Non sono stati forniti dettagli sul motivo del procrastinarsi
dei colloqui tra Hariri e Aoun. Il primo, in una breve
dichiarazione ai media all’uscita da Baabda, ha detto soltanto: “Sono molto onorato di aver discusso con il presidente Aoun e
tornerò mercoledì”.
Il Libano, stretto da una grave e prolungata crisi economica
e politica, è senza governo da circa quattro mesi, da quando
l’ex premier Hassan Diab si era dimesso in seguito alla
devastante esplosione del porto di Beirut il 4 agosto scorso.

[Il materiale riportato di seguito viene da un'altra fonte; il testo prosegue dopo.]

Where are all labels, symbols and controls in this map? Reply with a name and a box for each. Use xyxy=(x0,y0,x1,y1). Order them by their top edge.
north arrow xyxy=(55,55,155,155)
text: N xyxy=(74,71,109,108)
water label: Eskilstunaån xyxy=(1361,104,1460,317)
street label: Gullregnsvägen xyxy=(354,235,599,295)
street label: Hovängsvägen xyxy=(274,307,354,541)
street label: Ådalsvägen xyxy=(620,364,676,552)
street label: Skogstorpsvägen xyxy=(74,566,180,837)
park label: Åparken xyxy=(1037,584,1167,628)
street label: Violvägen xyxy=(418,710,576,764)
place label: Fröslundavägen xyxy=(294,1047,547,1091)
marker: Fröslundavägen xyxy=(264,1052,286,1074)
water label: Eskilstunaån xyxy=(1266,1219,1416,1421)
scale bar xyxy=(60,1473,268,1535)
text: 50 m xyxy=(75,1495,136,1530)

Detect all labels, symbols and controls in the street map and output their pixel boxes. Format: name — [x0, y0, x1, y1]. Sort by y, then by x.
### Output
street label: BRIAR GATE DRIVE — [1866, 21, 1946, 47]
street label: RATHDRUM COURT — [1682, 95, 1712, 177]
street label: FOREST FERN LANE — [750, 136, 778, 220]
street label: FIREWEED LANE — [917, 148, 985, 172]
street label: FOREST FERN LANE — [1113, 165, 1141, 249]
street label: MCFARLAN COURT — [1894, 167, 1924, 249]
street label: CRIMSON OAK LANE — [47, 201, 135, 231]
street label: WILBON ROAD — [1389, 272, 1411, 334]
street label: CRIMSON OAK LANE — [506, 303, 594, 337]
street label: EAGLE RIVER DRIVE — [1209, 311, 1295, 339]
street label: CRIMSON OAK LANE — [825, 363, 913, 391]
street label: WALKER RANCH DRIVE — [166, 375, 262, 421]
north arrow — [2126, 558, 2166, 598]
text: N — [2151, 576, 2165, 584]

Hariri è stato incaricato il 22 ottobre, dopo che un primo
premier incaricato, Mustafa Adib, aveva rinunciato a settembre.
La Francia è il principale paese straniero a fare pressioni
sulla classe politica libanese perché trovi quanto prima un
accordo sulla formazione dell’esecutivo, condizione necessaria
secondo Parigi per sbloccare una serie di fondi utili a far
uscire il Libano dall’attuale crisi. (ANSAmed).